The Romney campaign has confirmed that the Republican presidential hopeful will attend an event in Salt Lake City next month commemorating the 10th anniversary of the 2002 Olympics.

The event gives the struggling campaign the chance to underscore one of Mitt Romney's signature accomplishments. "I worked at one company, Bain, for 25 years," Romney said in a debate and campaign ad. "And I left that to go off and help save the Olympic Games."

On Feb. 18, Romney will speak at the keynote event marking the Olympic anniversary. "A Tribute to Salt Lake 2002 featuring Stars on Ice" will include Olympic ice skaters and other athletes and will be held in the arena that hosted figure skating and short-track speed skating competition during the Games.

The news release announcing Romney's appearance came from the Utah Olympic Legacy Foundation but some of it sounds a bit like a campaign announcement.

In fact, "our team...worked with Mitt's staff on the press release," says Fraser Bullock, a former partner at Bain Capital and Romney's Chief Financial and Operating Officer at the Salt Lake Olympic Organizing Committee (SLOC).
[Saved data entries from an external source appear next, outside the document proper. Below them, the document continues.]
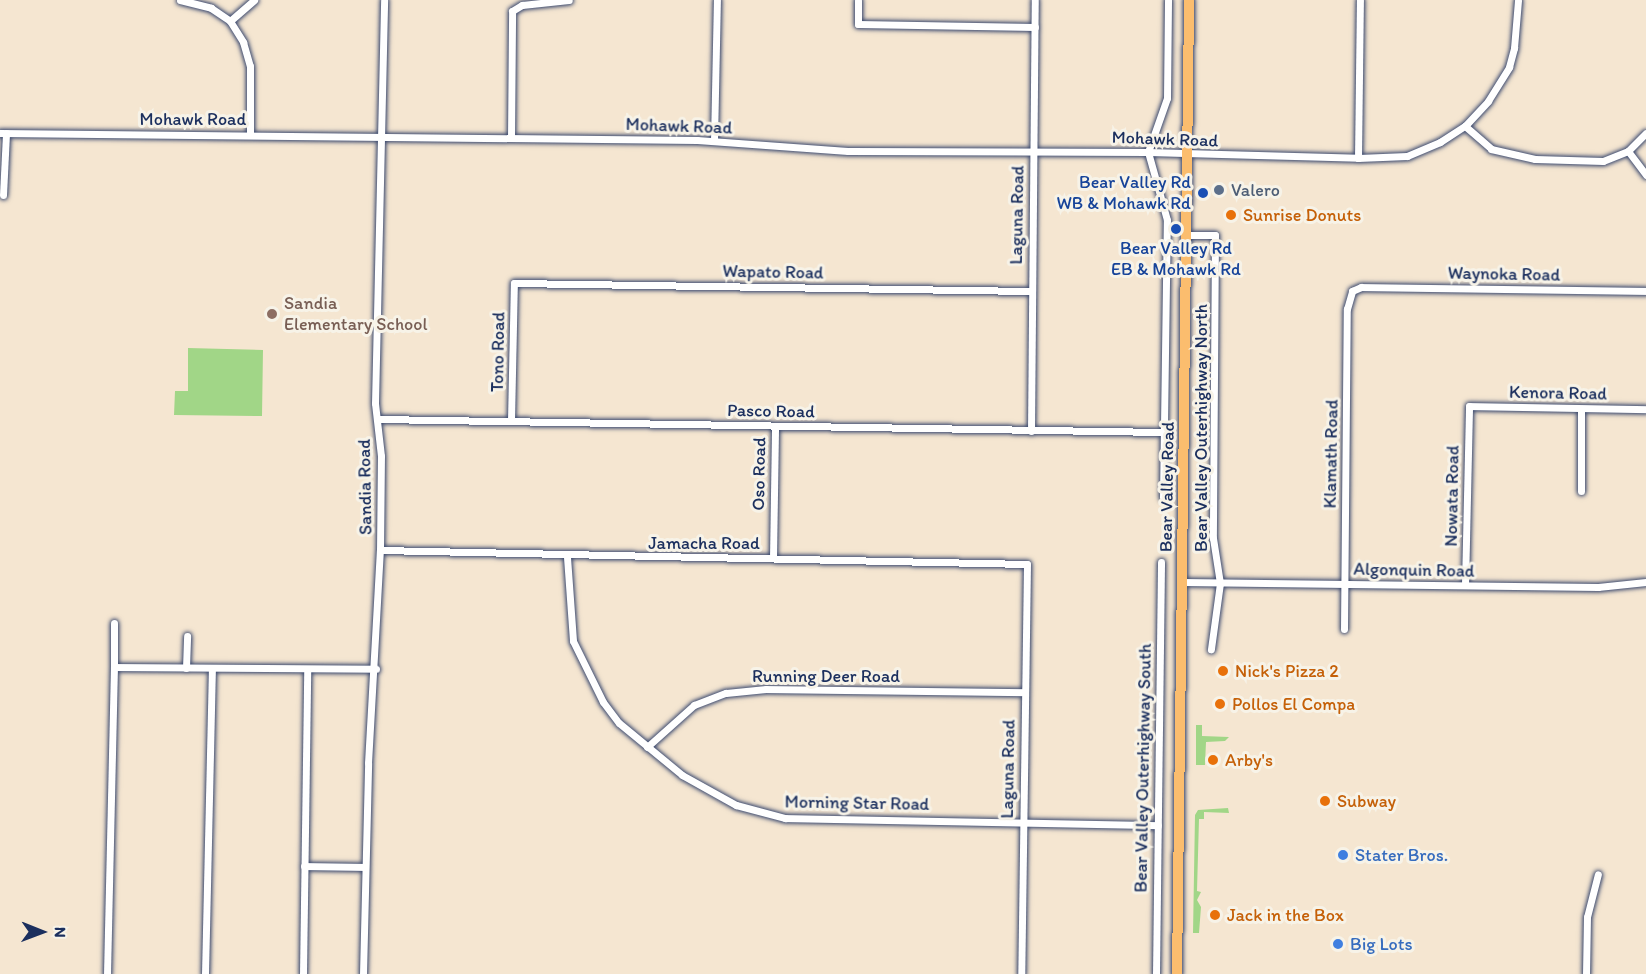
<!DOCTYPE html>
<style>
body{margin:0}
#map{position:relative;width:1646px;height:974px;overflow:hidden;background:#f5e6d1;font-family:Itim,sans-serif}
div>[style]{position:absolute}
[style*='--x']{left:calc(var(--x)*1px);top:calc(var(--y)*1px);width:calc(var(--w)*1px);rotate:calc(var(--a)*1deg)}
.green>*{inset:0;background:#a1d687}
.roads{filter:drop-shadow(0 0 2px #3c4a6f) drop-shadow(0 0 2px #3c4a6f)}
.street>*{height:7px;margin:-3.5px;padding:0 3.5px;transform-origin:3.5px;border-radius:3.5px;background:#fff}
.primary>*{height:10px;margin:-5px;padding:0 5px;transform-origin:5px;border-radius:5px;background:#fbbd6e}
.dots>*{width:16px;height:16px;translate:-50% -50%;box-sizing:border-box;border:3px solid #f7f3e8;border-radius:50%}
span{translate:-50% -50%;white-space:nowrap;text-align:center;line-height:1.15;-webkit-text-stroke:6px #f7f3e8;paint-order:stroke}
.street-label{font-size:18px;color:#1b2f5e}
.transit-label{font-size:18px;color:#164399}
.right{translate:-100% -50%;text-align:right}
.service-label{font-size:18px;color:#4e5e75}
.left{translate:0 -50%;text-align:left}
.food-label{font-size:18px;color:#c56008}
.education-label{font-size:18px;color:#785e54}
.shop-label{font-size:18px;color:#366cbe}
.north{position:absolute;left:12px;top:902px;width:60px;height:60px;-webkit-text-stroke:4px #f7f3e8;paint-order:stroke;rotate:91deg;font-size:16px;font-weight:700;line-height:24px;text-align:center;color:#1b2f5e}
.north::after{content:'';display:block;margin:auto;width:21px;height:27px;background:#1b2f5e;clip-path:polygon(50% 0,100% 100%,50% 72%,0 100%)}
</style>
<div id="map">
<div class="green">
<div style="clip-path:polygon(188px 348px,263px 350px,262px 416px,174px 415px,175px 391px,188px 391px)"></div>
<div style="clip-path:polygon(1196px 725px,1202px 725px,1202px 736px,1229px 737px,1225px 741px,1206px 742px,1205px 765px,1196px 765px)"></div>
<div style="clip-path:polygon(1228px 808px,1229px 813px,1204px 812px,1204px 819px,1199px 819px,1197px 891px,1201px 892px,1197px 900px,1201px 907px,1199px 933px,1193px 933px,1195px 815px,1198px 810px)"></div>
</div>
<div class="roads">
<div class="street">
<div style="--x:180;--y:0;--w:32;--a:14"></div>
<div style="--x:211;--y:8;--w:23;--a:34"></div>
<div style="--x:230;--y:21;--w:25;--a:58"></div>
<div style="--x:243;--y:42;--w:25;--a:74"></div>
<div style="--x:250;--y:66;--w:68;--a:90"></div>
<div style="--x:858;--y:0;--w:24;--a:90"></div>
<div style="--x:858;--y:24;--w:177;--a:1"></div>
<div style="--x:230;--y:21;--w:32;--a:-41"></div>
<div style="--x:1465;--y:126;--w:35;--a:41"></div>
<div style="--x:1491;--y:149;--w:45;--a:12.8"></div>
<div style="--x:1535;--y:159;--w:68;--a:1.7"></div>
<div style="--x:1603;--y:161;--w:27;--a:-22"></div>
<div style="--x:1628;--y:151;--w:25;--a:-45"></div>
<div style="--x:0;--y:133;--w:697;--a:0.58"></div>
<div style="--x:697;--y:140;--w:151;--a:4.2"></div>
<div style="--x:848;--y:151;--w:300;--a:0.2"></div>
<div style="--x:1148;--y:152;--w:210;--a:1.6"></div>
<div style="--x:1358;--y:158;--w:49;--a:-2.3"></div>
<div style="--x:1407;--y:156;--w:36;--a:-23"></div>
<div style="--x:1440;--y:142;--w:30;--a:-33"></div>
<div style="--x:1465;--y:126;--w:34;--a:-47"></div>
<div style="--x:1488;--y:101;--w:40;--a:-58"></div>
<div style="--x:1509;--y:67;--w:20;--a:-75"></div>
<div style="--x:1514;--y:48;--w:48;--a:-85.2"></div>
<div style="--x:511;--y:138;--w:127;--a:-89.5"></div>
<div style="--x:512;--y:11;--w:12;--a:-31"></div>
<div style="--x:522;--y:5;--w:47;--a:-6.1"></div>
<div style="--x:714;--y:140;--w:140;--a:-88.8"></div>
<div style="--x:1628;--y:151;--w:30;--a:53"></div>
<div style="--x:1358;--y:158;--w:158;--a:-89.3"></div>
<div style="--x:3;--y:195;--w:62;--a:-87.2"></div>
<div style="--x:1187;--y:235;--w:28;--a:0"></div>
<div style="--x:1215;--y:235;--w:303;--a:90.4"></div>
<div style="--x:1213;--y:538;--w:46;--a:81.2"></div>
<div style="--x:1220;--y:583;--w:67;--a:97.8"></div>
<div style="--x:378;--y:419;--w:785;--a:0.95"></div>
<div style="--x:511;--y:421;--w:138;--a:-88.8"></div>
<div style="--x:514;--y:283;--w:517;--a:0.89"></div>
<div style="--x:1031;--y:431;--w:431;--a:-89.5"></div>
<div style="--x:1581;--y:491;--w:81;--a:-90"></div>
<div style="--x:1163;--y:497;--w:277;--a:-89.2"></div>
<div style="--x:1167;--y:220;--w:71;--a:-105.6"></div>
<div style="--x:1148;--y:152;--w:57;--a:-70.6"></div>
<div style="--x:1167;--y:98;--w:98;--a:-89.4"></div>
<div style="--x:380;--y:550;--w:647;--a:1.24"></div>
<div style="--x:1027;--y:564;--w:410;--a:90.8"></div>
<div style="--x:567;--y:557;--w:84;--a:85.9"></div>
<div style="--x:573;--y:641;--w:68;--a:63.8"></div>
<div style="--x:603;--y:702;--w:26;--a:53"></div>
<div style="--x:619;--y:723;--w:82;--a:39.5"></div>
<div style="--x:682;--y:775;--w:62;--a:29.1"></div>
<div style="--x:736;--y:805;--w:51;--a:14.9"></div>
<div style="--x:785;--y:818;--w:373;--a:1.1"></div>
<div style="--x:773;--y:558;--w:131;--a:-89.1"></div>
<div style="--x:1182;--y:582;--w:416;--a:0.7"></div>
<div style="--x:1598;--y:587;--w:48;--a:-5.9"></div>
<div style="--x:1465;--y:585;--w:179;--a:-88.7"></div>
<div style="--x:1469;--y:406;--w:177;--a:1"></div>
<div style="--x:1344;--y:629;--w:320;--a:-89.5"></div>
<div style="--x:1347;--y:309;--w:19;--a:-74"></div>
<div style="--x:1352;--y:291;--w:10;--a:-24"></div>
<div style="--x:1361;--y:287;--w:285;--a:0.8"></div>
<div style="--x:114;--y:667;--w:44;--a:-90"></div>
<div style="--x:186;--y:668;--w:32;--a:-88"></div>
<div style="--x:647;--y:747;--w:63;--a:-41.8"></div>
<div style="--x:694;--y:705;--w:34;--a:-21"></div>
<div style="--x:726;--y:693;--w:40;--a:-5.7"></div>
<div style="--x:766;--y:689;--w:258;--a:0.7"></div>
<div style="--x:304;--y:866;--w:61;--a:0.9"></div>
<div style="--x:107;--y:974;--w:307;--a:-88.7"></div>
<div style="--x:114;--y:667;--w:262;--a:0.4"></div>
<div style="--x:205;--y:974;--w:306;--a:-88.7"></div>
<div style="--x:303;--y:974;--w:304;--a:-89.2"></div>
<div style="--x:363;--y:974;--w:211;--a:-88.6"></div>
<div style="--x:368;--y:763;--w:213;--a:-86.8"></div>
<div style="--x:380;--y:550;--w:94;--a:-89.4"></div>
<div style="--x:381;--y:456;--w:53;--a:-96.5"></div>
<div style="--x:375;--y:403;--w:403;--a:-88.7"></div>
<div style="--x:1156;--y:974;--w:412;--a:-89.3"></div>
<div style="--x:1586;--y:974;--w:57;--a:-89"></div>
<div style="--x:1587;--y:917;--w:44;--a:-75.7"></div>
</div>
<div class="primary">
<div style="--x:1177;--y:974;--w:974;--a:-89.29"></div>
</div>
</div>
<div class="dots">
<div style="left:1219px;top:190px;background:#5c6f8a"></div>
<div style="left:1203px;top:193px;background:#1a4fb4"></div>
<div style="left:1231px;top:215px;background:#e8710a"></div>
<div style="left:1176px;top:229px;background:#1a4fb4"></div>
<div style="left:272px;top:314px;background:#8d6e63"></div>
<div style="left:1223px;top:671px;background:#e8710a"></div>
<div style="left:1220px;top:704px;background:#e8710a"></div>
<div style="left:1213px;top:760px;background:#e8710a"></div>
<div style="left:1325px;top:801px;background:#e8710a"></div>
<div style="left:1343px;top:855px;background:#3f7fe0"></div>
<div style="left:1215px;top:915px;background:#e8710a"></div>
<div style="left:1338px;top:944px;background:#3f7fe0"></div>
</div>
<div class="street-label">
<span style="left:193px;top:119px">Mohawk Road</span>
<span style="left:679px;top:126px;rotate:2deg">Mohawk Road</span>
<span style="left:1165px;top:139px;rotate:2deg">Mohawk Road</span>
<span style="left:1017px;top:215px;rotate:-89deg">Laguna Road</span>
<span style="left:773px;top:272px;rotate:1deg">Wapato Road</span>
<span style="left:1504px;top:274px;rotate:1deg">Waynoka Road</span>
<span style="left:498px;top:352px;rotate:-89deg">Tono Road</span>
<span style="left:1558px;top:393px;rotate:1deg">Kenora Road</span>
<span style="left:771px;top:411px;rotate:1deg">Pasco Road</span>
<span style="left:1201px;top:428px;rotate:-90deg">Bear Valley Outerhighway North</span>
<span style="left:1331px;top:454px;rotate:-89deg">Klamath Road</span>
<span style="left:759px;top:474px;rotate:-89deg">Oso Road</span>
<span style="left:365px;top:487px;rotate:-91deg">Sandia Road</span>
<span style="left:1167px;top:487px;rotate:-89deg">Bear Valley Road</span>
<span style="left:1452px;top:496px;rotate:-89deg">Nowata Road</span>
<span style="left:704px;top:543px">Jamacha Road</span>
<span style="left:1414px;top:570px;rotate:1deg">Algonquin Road</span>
<span style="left:826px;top:676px">Running Deer Road</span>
<span style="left:1143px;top:768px;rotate:-89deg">Bear Valley Outerhighway South</span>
<span style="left:1008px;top:769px;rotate:-89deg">Laguna Road</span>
<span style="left:857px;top:803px;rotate:1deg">Morning Star Road</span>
</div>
<div class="transit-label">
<span class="right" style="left:1191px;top:193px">Bear Valley Rd<br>WB &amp; Mohawk Rd</span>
<span style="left:1176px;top:259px">Bear Valley Rd<br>EB &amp; Mohawk Rd</span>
</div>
<div class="service-label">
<span class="left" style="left:1231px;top:190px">Valero</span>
</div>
<div class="food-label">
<span class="left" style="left:1243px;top:215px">Sunrise Donuts</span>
<span class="left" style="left:1235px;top:671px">Nick's Pizza 2</span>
<span class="left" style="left:1232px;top:704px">Pollos El Compa</span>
<span class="left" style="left:1225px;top:760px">Arby's</span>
<span class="left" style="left:1337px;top:801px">Subway</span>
<span class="left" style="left:1227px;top:915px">Jack in the Box</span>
</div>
<div class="education-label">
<span class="left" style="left:284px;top:314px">Sandia<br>Elementary School</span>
</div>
<div class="shop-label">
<span class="left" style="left:1355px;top:855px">Stater Bros.</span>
<span class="left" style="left:1350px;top:944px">Big Lots</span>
</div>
<div class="north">N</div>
</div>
The following paragraph was not written by the Romney campaign, Bullock says. But it contains what could be considered campaign-style exaggeration:

"Early on, the Salt Lake 2002 Olympic and Paralympic Winter Games faced several challenges including an uncertain financial outlook and the prospect of being cancelled following the September 11, 2001 terrorist attacks," the news release says. "By the end of the competition, critics praised the event as one of the most successful Winter Olympic Games ever held."
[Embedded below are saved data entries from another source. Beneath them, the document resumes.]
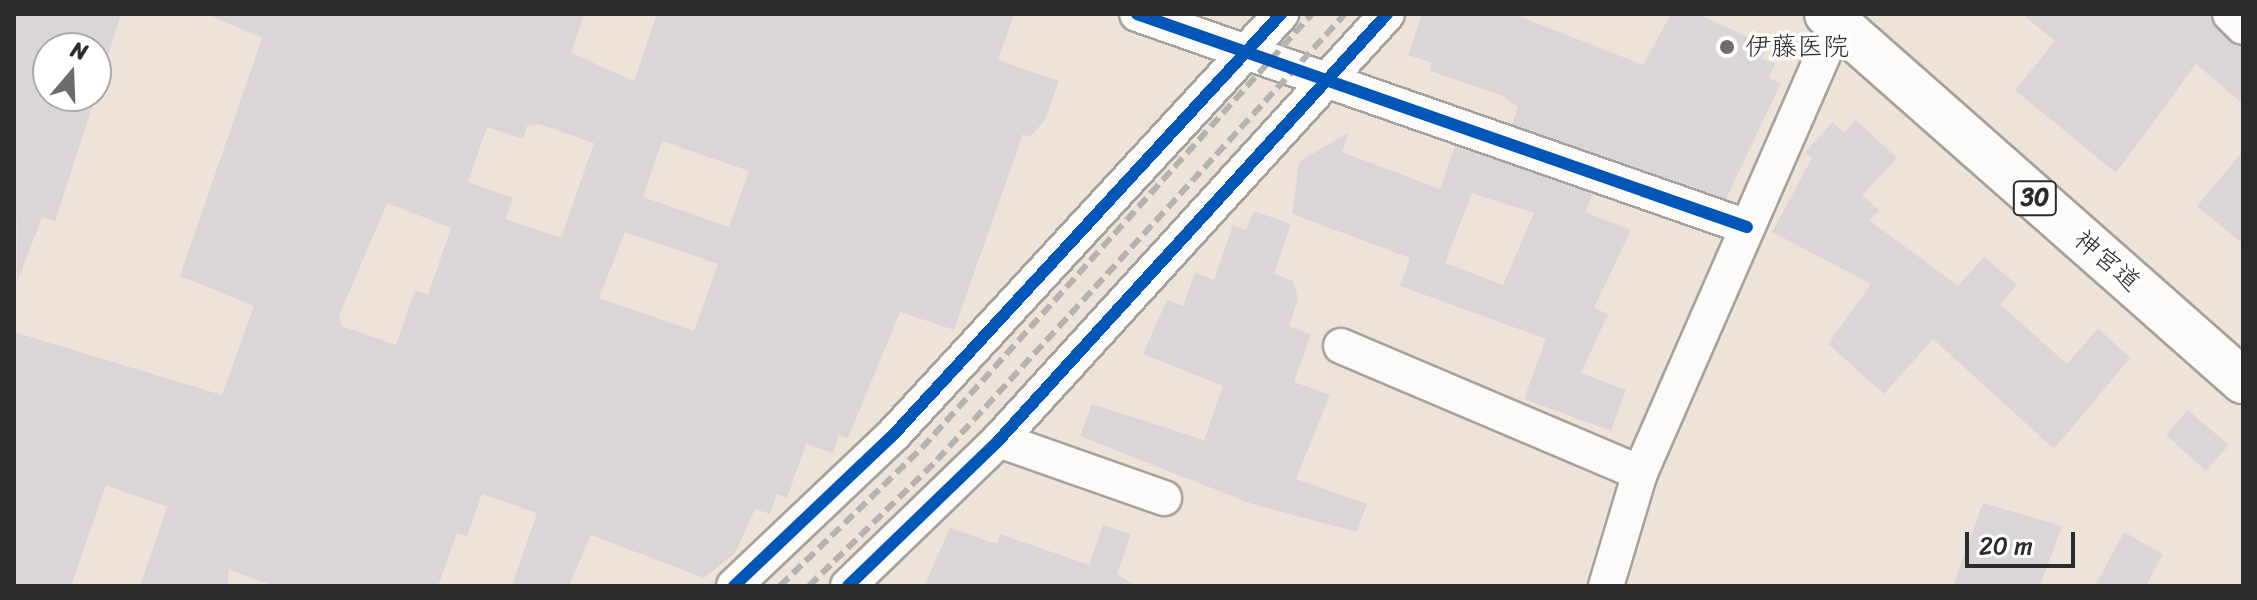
<!DOCTYPE html>
<meta charset="utf-8">
<style>
body{margin:0}
#map{position:relative;width:2257px;height:600px;overflow:hidden;background:#eee3d8;font-family:Sriracha,"Klee One",sans-serif}
div>[style]{position:absolute}
[style*='--x']{left:calc(var(--x)*1px);top:calc(var(--y)*1px);width:calc(var(--w)*1px);rotate:calc(var(--a)*1deg)}
.building>*{inset:0;background:#dbd5da}
.roads{filter:drop-shadow(2px 0 #a7a19b) drop-shadow(-2px 0 #a7a19b) drop-shadow(0 2px #a7a19b) drop-shadow(0 -2px #a7a19b)}
.minor>*{height:34px;margin:-17px;padding:0 17px;transform-origin:17px;border-radius:17px;background:#fcfbf9}
.primary>*{height:44px;margin:-22px;padding:0 22px;transform-origin:22px;border-radius:22px;background:#fcfbf9}
.rail>*{height:6px;margin-top:-3px;transform-origin:0;background:repeating-linear-gradient(90deg,#b4b3b1 0 12px,transparent 0 18px)}
.cycleway>*{height:12px;margin:-6px;padding:0 6px;transform-origin:6px;border-radius:6px;background:#0057b8}
.dots>*{width:22px;height:22px;translate:-50% -50%;box-sizing:border-box;border:4px solid #fff;border-radius:50%}
span{translate:-50% -50%;white-space:nowrap;text-align:center;line-height:1.15;-webkit-text-stroke:7px #fff;paint-order:stroke}
.shield-label span{padding:2px 6px;background:#fff;border:2px solid;border-radius:6px;-webkit-text-stroke-width:0}
.shield-label{font-size:24px;color:#2b2b2b;font-weight:700}
.poi-label{font-size:26px;color:#2b2b2b}
.left{translate:0 -50%;text-align:left}
.street-label{font-size:26px;color:#2b2b2b}
.frame{position:absolute;inset:0;border:16px solid #2b2b2b;pointer-events:none}
.north{position:absolute;left:32px;top:32px;width:80px;height:80px;box-sizing:border-box;background:#fff;border:2px solid #aaa;border-radius:50%;rotate:19deg;font-size:22px;font-weight:700;line-height:32px;text-align:center;color:#2b2b2b}
.north::after{content:'';display:block;margin:auto;width:28px;height:36px;background:#6f6b68;clip-path:polygon(50% 0,100% 100%,50% 72%,0 100%)}
.scale{position:absolute;left:1965px;top:532px;width:110px;height:36px;box-sizing:border-box;border:4px solid #2b2b2b;border-top:0;padding-left:10px;font-size:24px;line-height:28px;white-space:nowrap;color:#2b2b2b;-webkit-text-stroke:6px #fff;paint-order:stroke}
</style>
<div id="map">
<div class="building">
<i style="clip-path:polygon(14px 14px,121px 14px,96px 95px,96px 48px,48px 48px,48px 96px,96px 96px,55px 221px,42px 217px,17px 283px)"></i>
<i style="clip-path:polygon(evenodd,207px 14px,584px 14px,571px 53px,634px 81px,657px 14px,1014px 14px,998px 60px,1059px 81px,1045px 120px,1030px 137px,1023px 134px,954px 330px,900px 312px,848px 438px,839px 435px,833px 453px,806px 444px,787px 498px,777px 494px,770px 514px,755px 509px,735px 553px,704px 578px,591px 535px,569px 586px,512px 586px,537px 513px,482px 494px,467px 536px,457px 533px,438px 586px,275px 586px,229px 570px,227px 586px,140px 586px,167px 507px,106px 485px,71px 586px,14px 586px,14px 332px,222px 395px,254px 306px,180px 276px,262px 38px,207px 14px,539px 124px,594px 143px,561px 238px,505px 219px,513px 198px,468px 182px,487px 127px,523px 139px,527px 126px,539px 124px,207px 14px,662px 141px,749px 171px,729px 227px,643px 197px,662px 141px,207px 14px,387px 203px,451px 228px,428px 295px,415px 290px,396px 345px,341px 326px,339px 316px,387px 203px,207px 14px,625px 232px,718px 264px,694px 331px,599px 298px,625px 232px)"></i>
<i style="clip-path:polygon(1422px 14px,1514px 14px,1643px 65px,1671px 14px,1698px 14px,1767px 46px,1761px 58px,1775px 64px,1769px 78px,1781px 83px,1726px 199px,1512px 124px,1518px 107px,1503px 96px,1430px 71px,1432px 63px,1408px 55px)"></i>
<i style="clip-path:polygon(2022px 14px,2207px 14px,2243px 46px,2243px 104px,2196px 64px,2116px 173px,2015px 90px,2055px 41px)"></i>
<i style="clip-path:polygon(1856px 120px,1897px 158px,1862px 195px,1879px 210px,1869px 220px,1958px 286px,1984px 257px,2017px 285px,2000px 304px,2067px 364px,2098px 328px,2130px 358px,2054px 449px,1933px 339px,1884px 394px,1828px 344px,1871px 284px,1772px 232px,1812px 158px,1805px 152px,1833px 122px,1844px 133px)"></i>
<i style="clip-path:polygon(evenodd,1349px 132px,1342px 152px,1440px 189px,1455px 146px,1593px 194px,1585px 212px,1631px 230px,1594px 308px,1608px 314px,1581px 373px,1626px 390px,1611px 431px,1524px 399px,1546px 339px,1400px 286px,1410px 258px,1292px 214px,1299px 162px,1349px 132px,1472px 193px,1534px 213px,1503px 285px,1445px 263px,1472px 193px)"></i>
<i style="clip-path:polygon(2243px 151px,2243px 244px,2197px 206px)"></i>
<i style="clip-path:polygon(1254px 211px,1291px 224px,1274px 274px,1293px 281px,1298px 299px,1289px 326px,1311px 334px,1294px 382px,1330px 395px,1296px 479px,1367px 504px,1357px 532px,1252px 504px,1080px 436px,1092px 404px,1204px 440px,1223px 386px,1143px 354px,1167px 300px,1183px 306px,1195px 273px,1214px 280px,1233px 225px,1246px 230px)"></i>
<i style="clip-path:polygon(2188px 410px,2229px 445px,2206px 471px,2166px 435px)"></i>
<i style="clip-path:polygon(1983px 503px,2062px 526px,2040px 586px,1953px 586px)"></i>
<i style="clip-path:polygon(1103px 525px,1131px 534px,1117px 574px,1136px 586px,924px 586px,950px 528px,997px 544px,1000px 534px,1089px 565px)"></i>
<i style="clip-path:polygon(2124px 532px,2163px 554px,2146px 586px,2095px 586px)"></i>
</div>
<div class="roads">
<div class="minor">
<i style="--x:1137;--y:14;--w:646;--a:19.25"></i>
<i style="--x:2230;--y:14;--w:18;--a:45"></i>
<i style="--x:1341;--y:346;--w:325;--a:23"></i>
<i style="--x:999;--y:440;--w:175;--a:19.4"></i>
<i style="--x:734;--y:586;--w:222;--a:-43.5"></i>
<i style="--x:895;--y:433;--w:570;--a:-47.35"></i>
<i style="--x:848;--y:586;--w:210;--a:-44"></i>
<i style="--x:999;--y:440;--w:576;--a:-47.67"></i>
<i style="--x:1606;--y:586;--w:118;--a:-73.3"></i>
<i style="--x:1640;--y:473;--w:501;--a:-66.35"></i>
</div>
<div class="primary">
<i style="--x:1827;--y:14;--w:555;--a:41.42"></i>
</div>
</div>
<div class="rail">
<i style="--x:780;--y:586;--w:198;--a:-44.2"></i>
<i style="--x:922;--y:448;--w:583;--a:-48.06"></i>
<i style="--x:809;--y:586;--w:180;--a:-44.5"></i>
<i style="--x:937;--y:460;--w:604;--a:-47.55"></i>
</div>
<div class="cycleway">
<i style="--x:1137;--y:14;--w:646;--a:19.25"></i>
<i style="--x:734;--y:586;--w:222;--a:-43.5"></i>
<i style="--x:895;--y:433;--w:570;--a:-47.35"></i>
<i style="--x:848;--y:586;--w:210;--a:-44"></i>
<i style="--x:999;--y:440;--w:576;--a:-47.67"></i>
</div>
<div class="dots">
<i style="left:1727px;top:47px;background:#6f6b68"></i>
</div>
<div class="shield-label">
<span style="left:2035px;top:198px">30</span>
</div>
<div class="poi-label">
<span class="left" style="left:1745px;top:47px">伊藤医院</span>
</div>
<div class="street-label">
<span style="left:2107px;top:261px;rotate:41deg">神宮道</span>
</div>
<div class="frame"></div>
<div class="north">N</div>
<div class="scale">20 m</div>
</div>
There's no question the Salt Lake Olympics were struggling financially in the wake of the bribery scandal involving the city's bid for the Games. Romney was brought in as the new CEO of the Olympic Organizing Committee and immediately instituted tough budget discipline.

But it's a stretch to say there was any serious consideration given to cancelling the Olympics.

In fact, just last week, former Utah Gov. Mike Leavitt, who took charge of the effort to rescue the Olympics in the immediate wake of the scandal, told Terry Gildea of NPR affiliate KUER that there was no question about holding the Olympics as scheduled, despite the Sept. 11 attacks.

"Within a couple of days I flew to Washington and met with President Bush," Leavitt recalled. "I said to him, 'I think this is an important moment.' And he... gave the clear order that we would move forward and that the federal government needed to be as fully engaged in this as possible to ensure that nothing stood in our way."

Bullock acknowledges no real threat of cancellation. "We were always resolute in holding the Games and never wavered for a moment," he says in response to a question about the claim in the news release.

"There were questions behind the scenes of whether we could safely host the Games," Bullock adds. "Some [Olympic] teams were so concerned they considered withdrawing from the Games. Some sponsors cancelled large ticket orders and the media was posing this question."

Bullock is also quoted in the news release about Romney's upcoming appearance at the Olympic anniversary celebration.

"Mitt Romney has experience turning around tough situations and the Salt Lake Games were no exception," Bullock says. "The Salt Lake 2002 Olympic and Paralympic Winter Games were one of the most profitable Games ever."

Romney did restore sponsor and public confidence in the Olympic committee and erased a $400 million deficit. His operating budget finished with a $100 million surplus. But not included in that budget were hundreds of millions of dollars spent for security and transportation infrastructure — money not paid back with Olympic revenues.

Romney had no control over that spending and his aides openly said some of the infrastructure projects were not needed for the Olympics. So, Romney deserves credit for the budget surplus, but it's also a stretch to say the Salt Lake Olympics were "profitable."

NPR had a more detailed look at Romney's Olympic experience on Jan. 13. At the time, the Romney campaign would not say whether Salt Lake Olympic commemorations would be on the candidate's February schedule.

Bullock tells NPR he believes Romney is holding a fundraiser in Utah the night before the Olympic anniversary event. Utah has been a consistent and major source of funding for Romney's two presidential campaigns. That reflects the Olympic halo and Romney's prominent membership in the Mormon Church, which is based in Salt Lake City.

The Romney campaign has not responded to NPR's questions about a fundraiser during the visit to Utah.